LIVE! previously reported on the March 6 Meet and Confer meeting, in which Lisa Marley, Director of Human Resources and Director of Civil Servants for the City, told the attending SACOP members that there is no money in the budget for pay raises in connection to salaries. Furthermore, the city council members did not want future city council members to begin the next fiscal year in debt; therefore, Marley proposed an alternative resolution equivalent to half of the pay increases as of April 2017 to be be paid in a lump-sum as follows: police officers, 7.31%, sergeants, 9.65%, and lieutenants, 9.68%.
Marley and Michael Dane, Assistant City Manager, both added that the estimated increases would total about $857,000.
After an hour and a half of debating, the city drafted a tentative agreement, in which the lump sums reflected half-a-years pay of the current police salaries. Attending members of the SACOP then took the agreement to their fellow men and women in blue and opened the ballots for a vote.
Today, the results were presented before Lisa Marley and members of the City and SACOP. During the two-day voting period, members of the local police force voted against the City's proposition in an 85 - 52 vote.
Upon hearing the outcome, Marley asked Doug Thomas, President of the SACOP, "you understand [the contract] will be null and void now?"
To which Thomas replied, "yes."
Thereafter, the meeting adjourned.
In regards to the rejection of the City's proposed salary increase, Doug Thomas commented, "the City [was] contractually obligated to give us a pay raise in October of 2016, [the City] did not, and the officers feel like if you're contractually obligated, you should meet your obligations," Thomas added, "we did agree to a deferment until October 2016 … [however, at the time] the City had about 220,000 dollars [with which] they could've met half the pay raises at the time, but they really wanted to put it toward the insurance premiums to help out other city employees. Understanding the situation … we decided that we should help them out [and] agreed to a deferent to April 2017."
Now that the police department has declined the City's offer, the City must make a decision on what they will do next. Thomas remains positive stating that, "we believe in the process, we want to save the process, and I believe the city council does, too."
However, he also points out that the SAPD has lost millions of dollars to officer retention issues over the past years. Once police officers have finished their costly training, and are not seeing any pay raises for the work they are doing, they will leave to better paying cities in Texas. Thomas believes that SACOP's initiative and fight for a pay raise, will aid in the long run to "defeat the problem" of losing money.

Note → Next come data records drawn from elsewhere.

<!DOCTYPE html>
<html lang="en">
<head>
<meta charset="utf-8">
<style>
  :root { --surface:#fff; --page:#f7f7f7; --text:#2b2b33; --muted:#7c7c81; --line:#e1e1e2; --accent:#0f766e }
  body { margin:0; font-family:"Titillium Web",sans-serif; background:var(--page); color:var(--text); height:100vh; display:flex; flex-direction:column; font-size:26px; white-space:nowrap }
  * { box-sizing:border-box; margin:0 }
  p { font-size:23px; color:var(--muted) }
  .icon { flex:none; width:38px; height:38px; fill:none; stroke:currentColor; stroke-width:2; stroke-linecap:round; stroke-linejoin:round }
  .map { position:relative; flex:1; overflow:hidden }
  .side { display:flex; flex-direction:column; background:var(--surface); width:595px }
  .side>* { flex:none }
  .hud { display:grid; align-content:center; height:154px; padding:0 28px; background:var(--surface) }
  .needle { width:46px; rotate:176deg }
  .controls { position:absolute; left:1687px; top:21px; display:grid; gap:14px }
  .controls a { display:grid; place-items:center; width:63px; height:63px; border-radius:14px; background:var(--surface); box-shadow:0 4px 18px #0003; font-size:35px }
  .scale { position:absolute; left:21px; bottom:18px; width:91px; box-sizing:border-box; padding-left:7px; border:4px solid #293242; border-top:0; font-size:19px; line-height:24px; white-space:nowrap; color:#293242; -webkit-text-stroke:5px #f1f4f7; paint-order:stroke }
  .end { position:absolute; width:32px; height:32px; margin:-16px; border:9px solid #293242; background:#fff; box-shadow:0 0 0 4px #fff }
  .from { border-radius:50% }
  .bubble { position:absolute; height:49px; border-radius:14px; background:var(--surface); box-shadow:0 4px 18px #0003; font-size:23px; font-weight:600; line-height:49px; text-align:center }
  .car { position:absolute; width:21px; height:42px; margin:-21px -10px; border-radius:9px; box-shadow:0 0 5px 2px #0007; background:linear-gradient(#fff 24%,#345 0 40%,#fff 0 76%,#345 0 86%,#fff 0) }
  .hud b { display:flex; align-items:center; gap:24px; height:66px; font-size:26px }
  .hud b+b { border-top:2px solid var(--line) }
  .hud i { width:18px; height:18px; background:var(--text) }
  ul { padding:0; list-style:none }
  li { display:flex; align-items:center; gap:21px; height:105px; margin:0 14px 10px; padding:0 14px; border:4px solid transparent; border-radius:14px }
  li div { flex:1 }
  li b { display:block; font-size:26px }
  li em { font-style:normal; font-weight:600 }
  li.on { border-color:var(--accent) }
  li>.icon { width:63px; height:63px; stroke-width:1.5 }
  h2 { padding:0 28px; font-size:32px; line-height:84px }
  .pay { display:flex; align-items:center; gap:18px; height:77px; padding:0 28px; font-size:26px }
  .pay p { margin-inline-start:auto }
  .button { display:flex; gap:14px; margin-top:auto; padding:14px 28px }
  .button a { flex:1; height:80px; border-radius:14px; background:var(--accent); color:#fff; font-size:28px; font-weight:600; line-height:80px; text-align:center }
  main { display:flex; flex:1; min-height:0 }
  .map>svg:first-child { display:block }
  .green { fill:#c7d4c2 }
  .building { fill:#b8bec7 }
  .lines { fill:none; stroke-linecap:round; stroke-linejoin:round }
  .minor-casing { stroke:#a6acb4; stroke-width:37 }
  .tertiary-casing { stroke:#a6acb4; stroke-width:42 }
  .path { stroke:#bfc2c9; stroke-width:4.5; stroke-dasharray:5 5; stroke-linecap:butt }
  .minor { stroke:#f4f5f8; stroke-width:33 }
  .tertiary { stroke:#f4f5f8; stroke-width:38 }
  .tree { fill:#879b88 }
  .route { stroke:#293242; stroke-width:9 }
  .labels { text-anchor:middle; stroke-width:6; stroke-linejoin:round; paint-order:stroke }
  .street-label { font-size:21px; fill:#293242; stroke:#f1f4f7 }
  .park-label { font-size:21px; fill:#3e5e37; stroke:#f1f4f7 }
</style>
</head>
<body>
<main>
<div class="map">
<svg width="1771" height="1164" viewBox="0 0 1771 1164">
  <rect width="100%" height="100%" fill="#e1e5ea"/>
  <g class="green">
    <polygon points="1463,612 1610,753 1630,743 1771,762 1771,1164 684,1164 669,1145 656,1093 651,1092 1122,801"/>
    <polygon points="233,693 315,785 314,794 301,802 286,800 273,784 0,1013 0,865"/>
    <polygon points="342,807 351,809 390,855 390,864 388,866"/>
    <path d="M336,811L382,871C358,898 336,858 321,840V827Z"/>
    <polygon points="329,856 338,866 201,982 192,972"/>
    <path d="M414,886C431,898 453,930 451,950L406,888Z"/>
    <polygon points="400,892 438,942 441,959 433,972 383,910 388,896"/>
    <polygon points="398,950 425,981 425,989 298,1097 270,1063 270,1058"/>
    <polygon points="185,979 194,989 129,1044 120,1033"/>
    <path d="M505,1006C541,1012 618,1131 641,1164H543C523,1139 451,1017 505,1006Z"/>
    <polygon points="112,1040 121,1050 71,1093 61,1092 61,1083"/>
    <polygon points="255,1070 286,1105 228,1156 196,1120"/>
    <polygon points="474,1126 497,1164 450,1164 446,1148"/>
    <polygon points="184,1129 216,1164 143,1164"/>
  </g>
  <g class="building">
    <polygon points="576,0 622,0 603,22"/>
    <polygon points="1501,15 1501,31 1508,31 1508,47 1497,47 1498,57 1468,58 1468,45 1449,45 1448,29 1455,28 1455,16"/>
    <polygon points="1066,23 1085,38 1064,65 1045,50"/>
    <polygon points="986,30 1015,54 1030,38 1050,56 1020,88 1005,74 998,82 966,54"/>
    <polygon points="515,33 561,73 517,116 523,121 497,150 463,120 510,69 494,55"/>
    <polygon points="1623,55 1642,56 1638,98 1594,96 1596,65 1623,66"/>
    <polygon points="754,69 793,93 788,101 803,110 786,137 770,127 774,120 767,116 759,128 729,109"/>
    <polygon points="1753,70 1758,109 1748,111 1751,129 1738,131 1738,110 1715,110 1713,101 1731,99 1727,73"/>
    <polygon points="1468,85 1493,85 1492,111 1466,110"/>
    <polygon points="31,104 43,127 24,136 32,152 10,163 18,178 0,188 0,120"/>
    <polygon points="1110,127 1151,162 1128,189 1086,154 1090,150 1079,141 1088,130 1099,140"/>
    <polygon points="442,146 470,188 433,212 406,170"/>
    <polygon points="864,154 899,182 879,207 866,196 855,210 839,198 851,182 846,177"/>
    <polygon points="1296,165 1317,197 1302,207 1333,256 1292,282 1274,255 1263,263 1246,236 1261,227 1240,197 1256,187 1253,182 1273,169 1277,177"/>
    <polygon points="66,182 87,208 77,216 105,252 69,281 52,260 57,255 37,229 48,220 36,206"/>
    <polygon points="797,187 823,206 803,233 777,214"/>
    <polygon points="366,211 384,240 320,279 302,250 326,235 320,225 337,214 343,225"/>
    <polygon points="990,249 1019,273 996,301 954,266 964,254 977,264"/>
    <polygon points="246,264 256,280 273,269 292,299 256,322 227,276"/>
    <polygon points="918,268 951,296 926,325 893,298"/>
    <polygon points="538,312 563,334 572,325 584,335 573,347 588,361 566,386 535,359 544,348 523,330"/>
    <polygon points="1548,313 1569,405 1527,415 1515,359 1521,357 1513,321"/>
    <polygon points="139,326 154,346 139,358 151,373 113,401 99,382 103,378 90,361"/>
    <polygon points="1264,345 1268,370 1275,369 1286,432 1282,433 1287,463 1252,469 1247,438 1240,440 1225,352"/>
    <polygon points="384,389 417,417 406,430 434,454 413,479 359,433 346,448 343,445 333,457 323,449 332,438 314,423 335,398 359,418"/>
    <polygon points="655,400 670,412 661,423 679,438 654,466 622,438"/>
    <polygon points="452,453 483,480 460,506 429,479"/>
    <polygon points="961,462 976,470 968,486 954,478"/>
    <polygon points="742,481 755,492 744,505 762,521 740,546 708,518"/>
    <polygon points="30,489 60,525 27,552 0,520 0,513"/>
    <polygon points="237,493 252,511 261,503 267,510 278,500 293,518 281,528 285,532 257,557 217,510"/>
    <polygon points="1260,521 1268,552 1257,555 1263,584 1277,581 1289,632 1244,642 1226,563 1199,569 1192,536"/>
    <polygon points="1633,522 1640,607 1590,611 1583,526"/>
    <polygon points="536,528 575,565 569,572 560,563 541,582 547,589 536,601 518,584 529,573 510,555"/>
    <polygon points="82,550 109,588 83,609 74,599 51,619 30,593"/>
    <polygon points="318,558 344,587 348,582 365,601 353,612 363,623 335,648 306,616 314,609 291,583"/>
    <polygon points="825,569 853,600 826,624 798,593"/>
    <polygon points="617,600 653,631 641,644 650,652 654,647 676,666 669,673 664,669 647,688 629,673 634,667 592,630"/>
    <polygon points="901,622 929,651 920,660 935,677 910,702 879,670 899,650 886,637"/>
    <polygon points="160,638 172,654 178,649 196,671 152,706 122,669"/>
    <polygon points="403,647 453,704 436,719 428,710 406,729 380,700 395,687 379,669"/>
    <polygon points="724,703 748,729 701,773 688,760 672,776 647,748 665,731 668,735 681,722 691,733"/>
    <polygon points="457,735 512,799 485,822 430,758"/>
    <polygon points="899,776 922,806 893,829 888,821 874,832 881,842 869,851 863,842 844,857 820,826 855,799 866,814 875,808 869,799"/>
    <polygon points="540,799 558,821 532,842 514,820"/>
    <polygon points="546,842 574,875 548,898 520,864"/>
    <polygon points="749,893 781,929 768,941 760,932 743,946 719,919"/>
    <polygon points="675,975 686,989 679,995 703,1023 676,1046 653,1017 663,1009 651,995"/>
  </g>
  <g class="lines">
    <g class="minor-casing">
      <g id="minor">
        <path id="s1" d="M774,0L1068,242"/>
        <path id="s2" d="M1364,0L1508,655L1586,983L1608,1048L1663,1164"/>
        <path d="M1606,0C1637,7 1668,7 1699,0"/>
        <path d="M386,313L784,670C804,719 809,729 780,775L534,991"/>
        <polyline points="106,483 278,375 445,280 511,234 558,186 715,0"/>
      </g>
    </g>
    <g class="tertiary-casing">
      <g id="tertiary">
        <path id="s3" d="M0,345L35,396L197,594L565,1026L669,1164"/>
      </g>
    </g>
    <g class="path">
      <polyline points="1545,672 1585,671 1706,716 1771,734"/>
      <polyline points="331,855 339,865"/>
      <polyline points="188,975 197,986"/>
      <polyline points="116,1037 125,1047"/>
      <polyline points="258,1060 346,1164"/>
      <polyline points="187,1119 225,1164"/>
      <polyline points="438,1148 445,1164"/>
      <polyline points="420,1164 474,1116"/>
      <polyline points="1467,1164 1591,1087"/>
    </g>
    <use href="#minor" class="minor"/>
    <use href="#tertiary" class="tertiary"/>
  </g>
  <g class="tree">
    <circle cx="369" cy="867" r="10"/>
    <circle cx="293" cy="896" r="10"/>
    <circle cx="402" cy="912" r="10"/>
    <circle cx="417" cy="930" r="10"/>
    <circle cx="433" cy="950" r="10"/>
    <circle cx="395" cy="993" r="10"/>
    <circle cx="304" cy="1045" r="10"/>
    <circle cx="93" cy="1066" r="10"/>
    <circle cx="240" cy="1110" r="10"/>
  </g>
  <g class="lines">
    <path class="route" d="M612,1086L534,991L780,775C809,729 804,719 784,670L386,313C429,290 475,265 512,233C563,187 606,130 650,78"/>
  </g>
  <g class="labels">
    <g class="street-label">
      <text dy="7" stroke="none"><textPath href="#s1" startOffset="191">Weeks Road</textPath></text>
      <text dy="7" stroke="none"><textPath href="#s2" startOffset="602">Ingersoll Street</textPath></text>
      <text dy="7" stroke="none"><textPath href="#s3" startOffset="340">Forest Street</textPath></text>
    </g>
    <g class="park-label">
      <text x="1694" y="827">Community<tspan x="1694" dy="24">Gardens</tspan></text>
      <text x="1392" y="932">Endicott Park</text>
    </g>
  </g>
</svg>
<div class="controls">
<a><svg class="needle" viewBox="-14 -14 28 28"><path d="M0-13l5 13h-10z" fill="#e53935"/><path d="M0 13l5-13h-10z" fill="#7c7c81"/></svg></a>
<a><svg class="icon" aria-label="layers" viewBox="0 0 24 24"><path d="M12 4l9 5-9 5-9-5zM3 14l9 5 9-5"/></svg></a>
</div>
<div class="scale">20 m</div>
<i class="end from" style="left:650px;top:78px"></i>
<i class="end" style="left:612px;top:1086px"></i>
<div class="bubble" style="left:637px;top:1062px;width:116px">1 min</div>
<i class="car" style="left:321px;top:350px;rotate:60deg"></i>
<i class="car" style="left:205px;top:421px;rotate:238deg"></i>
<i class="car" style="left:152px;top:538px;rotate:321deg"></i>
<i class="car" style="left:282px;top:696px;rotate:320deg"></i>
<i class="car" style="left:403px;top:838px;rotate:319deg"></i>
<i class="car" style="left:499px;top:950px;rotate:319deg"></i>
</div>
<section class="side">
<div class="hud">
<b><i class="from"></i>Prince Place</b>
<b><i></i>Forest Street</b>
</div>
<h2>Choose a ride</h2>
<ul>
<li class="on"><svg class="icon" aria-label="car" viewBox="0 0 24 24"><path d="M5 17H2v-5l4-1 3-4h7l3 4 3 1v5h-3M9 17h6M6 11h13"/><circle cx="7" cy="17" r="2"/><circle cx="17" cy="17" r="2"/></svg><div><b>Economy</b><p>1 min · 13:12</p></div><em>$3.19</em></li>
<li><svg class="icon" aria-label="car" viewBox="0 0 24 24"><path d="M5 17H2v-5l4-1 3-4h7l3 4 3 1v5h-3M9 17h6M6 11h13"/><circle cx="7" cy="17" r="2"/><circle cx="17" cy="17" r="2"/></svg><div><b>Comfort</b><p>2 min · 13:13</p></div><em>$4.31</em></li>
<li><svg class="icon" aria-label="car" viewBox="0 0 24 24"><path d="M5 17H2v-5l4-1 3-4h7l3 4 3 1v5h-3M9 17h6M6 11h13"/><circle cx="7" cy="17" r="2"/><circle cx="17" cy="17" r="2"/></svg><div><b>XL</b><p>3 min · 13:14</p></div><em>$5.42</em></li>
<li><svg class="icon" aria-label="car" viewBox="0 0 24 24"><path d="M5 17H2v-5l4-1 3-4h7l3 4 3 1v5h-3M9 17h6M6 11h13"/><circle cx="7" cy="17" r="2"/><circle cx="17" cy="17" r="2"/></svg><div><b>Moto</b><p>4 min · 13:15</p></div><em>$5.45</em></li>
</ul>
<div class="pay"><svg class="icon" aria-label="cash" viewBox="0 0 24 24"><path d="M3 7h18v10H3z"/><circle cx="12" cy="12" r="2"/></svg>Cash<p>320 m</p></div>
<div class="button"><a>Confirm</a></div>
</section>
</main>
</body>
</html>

City council will be discussing today's results at its next meeting on March 21, at the McNease Convention Center. The meeting will begin at 8:30 a.m. and is free and open to the public. For LIVE's previous meet and confer meeting coverage, please click here.
The City declined to comment, stating that a press release will be issued soon. Live will update this story as more information becomes available.
UPDATE: 11:00 p.m. on March 16, 2017
The City of San Angelo has released their response to this morning's meet and confer meeting.
In a press release, the City reiterated that the SACOP's decision to refuse the City's lump sum offer "will terminate the Meet & Confer process through which [police officers'] pay is negotiated"
The City of San Angelo also expressed their disappointed in San Angelo police officers, claiming "that the payment would have met the obligations of the Meet & Confer contract for the remainder of the current fiscal year." Furthermore, the City adds, "it would have bridged a gap to allow City management, the San Angelo Coalition of Police and the City Council to work together to increase officers’ pay moving forward."
The city representative underscored that the "The leadership of the City of San Angelo values all of its employees, including its first-responders," but noted that a pay raise in "the current economic climate" would mean "slashing service levels or further taxing the pocketbooks of [San Anagelo] citizens."
The city concluded that it is committed towards ensuring all "City employees earn a livable and competitive wage for the first-rate services they provide."